▶ INPUT DATA
Start of Block

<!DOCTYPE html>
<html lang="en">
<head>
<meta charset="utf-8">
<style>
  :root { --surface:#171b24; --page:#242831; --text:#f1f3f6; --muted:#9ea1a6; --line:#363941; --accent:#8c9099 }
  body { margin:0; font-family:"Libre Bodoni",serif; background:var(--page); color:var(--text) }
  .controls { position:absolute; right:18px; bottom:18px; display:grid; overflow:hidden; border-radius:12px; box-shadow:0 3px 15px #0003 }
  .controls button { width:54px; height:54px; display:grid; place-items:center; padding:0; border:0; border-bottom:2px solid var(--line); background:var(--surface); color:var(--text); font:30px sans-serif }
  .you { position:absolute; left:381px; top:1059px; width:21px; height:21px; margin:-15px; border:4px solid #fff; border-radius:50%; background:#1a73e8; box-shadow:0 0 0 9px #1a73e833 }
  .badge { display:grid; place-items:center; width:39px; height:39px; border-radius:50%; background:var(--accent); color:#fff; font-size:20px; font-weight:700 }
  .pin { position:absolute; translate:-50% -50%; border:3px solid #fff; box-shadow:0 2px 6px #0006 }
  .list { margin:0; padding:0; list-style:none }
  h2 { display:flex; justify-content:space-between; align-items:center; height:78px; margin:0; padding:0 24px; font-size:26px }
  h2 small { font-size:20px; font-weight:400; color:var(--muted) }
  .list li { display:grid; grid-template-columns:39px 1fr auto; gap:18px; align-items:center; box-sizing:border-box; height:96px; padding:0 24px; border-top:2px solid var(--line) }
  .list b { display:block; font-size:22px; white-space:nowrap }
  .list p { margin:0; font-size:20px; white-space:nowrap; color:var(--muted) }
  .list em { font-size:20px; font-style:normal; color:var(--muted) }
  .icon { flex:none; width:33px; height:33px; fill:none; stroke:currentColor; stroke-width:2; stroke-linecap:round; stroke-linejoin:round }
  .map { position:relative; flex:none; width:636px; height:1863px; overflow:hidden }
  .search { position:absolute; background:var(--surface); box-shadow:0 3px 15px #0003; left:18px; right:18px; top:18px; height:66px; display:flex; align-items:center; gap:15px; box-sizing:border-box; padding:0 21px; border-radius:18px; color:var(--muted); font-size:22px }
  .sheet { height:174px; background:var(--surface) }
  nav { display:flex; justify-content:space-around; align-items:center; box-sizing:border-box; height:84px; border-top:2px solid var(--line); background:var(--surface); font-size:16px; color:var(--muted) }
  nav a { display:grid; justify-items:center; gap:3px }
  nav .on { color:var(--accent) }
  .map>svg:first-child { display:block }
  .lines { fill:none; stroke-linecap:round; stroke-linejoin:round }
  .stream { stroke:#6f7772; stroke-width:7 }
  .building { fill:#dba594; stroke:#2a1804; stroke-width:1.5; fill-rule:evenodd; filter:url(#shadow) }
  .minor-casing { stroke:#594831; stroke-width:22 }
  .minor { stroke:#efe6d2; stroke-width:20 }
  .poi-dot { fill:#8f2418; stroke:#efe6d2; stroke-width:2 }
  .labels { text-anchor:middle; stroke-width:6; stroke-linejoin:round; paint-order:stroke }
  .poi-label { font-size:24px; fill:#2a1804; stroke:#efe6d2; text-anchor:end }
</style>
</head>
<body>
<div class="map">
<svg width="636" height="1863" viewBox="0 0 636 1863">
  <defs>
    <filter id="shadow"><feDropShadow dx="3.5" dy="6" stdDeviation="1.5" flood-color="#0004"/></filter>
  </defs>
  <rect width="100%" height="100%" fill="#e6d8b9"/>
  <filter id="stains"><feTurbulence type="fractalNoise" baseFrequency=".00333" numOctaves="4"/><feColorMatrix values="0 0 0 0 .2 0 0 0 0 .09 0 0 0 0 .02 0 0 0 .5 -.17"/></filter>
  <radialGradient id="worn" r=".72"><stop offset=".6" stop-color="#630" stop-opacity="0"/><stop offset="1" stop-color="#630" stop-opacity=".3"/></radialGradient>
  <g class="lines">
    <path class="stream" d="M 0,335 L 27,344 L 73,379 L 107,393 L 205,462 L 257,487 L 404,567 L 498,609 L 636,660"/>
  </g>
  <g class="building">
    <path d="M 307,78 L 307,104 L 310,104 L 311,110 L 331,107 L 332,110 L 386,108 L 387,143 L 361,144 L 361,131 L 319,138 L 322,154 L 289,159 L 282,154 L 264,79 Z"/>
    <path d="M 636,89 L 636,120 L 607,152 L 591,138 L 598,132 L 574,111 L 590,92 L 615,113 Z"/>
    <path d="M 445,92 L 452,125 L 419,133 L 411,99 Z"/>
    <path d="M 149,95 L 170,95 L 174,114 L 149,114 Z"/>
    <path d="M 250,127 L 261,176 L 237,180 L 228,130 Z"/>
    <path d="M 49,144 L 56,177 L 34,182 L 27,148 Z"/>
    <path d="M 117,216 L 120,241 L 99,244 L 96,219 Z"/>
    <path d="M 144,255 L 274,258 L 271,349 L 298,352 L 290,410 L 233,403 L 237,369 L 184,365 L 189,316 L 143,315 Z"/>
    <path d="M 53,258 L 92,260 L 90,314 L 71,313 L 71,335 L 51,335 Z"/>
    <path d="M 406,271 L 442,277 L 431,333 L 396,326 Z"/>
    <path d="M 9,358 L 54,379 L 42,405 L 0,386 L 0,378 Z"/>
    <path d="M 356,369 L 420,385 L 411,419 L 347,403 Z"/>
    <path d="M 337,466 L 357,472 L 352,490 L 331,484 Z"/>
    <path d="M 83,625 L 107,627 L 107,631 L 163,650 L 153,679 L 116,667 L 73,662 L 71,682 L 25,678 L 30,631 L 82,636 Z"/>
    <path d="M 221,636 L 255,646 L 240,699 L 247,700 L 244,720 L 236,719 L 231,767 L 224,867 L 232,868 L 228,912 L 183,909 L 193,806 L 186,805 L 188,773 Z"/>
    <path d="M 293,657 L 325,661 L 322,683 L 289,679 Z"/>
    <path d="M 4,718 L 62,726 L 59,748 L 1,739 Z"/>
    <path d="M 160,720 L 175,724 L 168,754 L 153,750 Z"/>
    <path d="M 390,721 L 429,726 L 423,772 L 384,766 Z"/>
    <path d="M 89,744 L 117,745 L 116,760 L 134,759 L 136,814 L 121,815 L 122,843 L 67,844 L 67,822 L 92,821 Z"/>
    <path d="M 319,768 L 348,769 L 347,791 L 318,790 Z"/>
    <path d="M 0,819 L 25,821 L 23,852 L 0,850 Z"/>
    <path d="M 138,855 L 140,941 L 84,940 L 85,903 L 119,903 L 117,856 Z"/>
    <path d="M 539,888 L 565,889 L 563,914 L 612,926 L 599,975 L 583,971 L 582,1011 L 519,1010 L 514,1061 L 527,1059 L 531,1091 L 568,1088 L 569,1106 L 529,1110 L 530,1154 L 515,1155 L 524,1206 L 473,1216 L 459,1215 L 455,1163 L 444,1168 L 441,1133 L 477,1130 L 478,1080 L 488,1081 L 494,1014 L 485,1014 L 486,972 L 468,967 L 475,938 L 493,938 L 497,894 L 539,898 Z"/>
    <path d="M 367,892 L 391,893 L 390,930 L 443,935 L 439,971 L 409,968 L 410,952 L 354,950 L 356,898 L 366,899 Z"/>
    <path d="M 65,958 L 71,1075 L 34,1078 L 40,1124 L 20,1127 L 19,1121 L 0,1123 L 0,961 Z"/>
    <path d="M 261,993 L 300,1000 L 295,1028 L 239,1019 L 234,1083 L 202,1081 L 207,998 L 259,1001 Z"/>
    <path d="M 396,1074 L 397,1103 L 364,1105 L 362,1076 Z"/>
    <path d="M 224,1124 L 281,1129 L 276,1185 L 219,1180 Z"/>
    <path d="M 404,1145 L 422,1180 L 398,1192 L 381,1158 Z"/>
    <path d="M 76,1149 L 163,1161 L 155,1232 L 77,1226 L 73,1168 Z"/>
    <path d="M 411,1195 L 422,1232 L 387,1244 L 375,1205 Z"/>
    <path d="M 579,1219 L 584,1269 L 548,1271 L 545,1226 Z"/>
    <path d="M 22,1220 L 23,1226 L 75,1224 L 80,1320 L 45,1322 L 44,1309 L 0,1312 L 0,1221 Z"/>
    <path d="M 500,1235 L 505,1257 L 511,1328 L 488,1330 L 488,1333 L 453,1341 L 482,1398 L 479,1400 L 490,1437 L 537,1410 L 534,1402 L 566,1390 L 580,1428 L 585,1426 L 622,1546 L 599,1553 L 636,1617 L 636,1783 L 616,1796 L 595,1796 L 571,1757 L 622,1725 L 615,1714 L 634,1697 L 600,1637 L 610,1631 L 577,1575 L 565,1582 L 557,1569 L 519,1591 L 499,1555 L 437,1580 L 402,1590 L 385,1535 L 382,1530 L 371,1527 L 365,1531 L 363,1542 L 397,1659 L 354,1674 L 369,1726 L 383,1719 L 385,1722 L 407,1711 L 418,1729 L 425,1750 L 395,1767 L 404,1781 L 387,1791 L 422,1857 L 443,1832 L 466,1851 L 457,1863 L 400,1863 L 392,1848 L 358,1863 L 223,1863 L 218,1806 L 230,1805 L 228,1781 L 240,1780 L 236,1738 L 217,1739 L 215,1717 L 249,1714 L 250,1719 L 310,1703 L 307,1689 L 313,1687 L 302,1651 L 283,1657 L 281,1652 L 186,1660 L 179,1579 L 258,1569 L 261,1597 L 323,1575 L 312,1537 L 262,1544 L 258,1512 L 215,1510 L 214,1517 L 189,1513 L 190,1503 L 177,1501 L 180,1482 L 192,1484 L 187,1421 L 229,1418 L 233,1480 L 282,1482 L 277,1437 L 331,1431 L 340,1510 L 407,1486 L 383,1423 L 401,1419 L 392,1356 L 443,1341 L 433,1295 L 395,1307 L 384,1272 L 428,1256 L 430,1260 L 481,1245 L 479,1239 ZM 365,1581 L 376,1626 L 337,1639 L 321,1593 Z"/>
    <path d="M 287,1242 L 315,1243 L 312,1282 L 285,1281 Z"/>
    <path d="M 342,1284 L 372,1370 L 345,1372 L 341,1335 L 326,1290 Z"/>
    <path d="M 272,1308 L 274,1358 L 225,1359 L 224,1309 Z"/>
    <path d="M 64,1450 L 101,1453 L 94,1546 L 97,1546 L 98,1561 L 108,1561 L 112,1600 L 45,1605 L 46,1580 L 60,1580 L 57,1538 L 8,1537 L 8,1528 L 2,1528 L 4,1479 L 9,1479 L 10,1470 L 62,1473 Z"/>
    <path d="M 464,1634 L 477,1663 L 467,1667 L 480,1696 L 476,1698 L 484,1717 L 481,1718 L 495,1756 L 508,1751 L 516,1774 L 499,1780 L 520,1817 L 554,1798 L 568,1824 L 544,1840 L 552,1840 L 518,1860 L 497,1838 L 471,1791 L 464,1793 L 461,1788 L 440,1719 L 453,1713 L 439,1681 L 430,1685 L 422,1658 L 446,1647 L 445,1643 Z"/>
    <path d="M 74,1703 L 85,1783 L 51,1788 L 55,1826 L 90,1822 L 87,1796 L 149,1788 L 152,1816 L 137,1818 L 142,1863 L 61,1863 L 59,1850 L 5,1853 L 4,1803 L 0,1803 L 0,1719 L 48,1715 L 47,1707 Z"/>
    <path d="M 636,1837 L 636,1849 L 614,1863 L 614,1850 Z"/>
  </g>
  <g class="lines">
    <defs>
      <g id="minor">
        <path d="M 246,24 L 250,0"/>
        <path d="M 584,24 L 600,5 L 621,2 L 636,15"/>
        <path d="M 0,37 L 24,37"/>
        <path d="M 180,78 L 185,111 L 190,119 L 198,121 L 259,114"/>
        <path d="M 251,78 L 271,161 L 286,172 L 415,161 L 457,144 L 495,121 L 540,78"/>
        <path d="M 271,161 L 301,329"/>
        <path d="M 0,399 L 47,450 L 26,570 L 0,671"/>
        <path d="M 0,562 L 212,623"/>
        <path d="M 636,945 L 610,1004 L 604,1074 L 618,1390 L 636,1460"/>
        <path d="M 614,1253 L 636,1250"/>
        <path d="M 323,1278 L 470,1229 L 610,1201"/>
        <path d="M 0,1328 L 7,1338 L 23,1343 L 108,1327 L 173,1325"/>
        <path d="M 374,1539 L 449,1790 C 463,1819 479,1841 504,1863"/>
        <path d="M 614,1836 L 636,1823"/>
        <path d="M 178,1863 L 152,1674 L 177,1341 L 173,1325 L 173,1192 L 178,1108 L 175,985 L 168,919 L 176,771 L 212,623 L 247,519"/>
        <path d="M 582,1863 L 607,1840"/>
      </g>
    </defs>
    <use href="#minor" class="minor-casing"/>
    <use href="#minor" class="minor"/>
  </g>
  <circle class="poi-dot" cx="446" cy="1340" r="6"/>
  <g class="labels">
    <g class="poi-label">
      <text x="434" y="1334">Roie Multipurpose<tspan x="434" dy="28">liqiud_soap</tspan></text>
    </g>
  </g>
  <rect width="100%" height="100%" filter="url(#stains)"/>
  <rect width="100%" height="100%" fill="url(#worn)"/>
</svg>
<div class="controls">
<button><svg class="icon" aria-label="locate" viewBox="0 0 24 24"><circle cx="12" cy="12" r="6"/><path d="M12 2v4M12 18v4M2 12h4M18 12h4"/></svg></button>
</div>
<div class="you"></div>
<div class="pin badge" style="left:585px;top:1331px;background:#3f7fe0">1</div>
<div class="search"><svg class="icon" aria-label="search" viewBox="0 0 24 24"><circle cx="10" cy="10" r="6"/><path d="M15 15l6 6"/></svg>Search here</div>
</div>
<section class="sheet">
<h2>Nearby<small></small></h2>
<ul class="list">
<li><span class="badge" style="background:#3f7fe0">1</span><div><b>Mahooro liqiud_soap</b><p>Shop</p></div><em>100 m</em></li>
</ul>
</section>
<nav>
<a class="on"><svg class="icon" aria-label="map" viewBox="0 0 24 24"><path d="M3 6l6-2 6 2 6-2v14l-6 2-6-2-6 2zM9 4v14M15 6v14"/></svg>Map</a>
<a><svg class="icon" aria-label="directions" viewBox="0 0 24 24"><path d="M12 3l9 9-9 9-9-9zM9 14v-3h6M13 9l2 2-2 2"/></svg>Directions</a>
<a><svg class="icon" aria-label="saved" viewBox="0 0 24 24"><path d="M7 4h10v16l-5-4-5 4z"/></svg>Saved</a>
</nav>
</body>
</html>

End of Block

▶ BRIEF
Using the entries above, return exactly the lines from the line with "position:absolute; right:18px; bottom:18px;" to the line with "width:54px; height:54px; display:grid;", counting both of those lines.

▶ FINISHED EXERCISE
  .controls { position:absolute; right:18px; bottom:18px; display:grid; overflow:hidden; border-radius:12px; box-shadow:0 3px 15px #0003 }
  .controls button { width:54px; height:54px; display:grid; place-items:center; padding:0; border:0; border-bottom:2px solid var(--line); background:var(--surface); color:var(--text); font:30px sans-serif }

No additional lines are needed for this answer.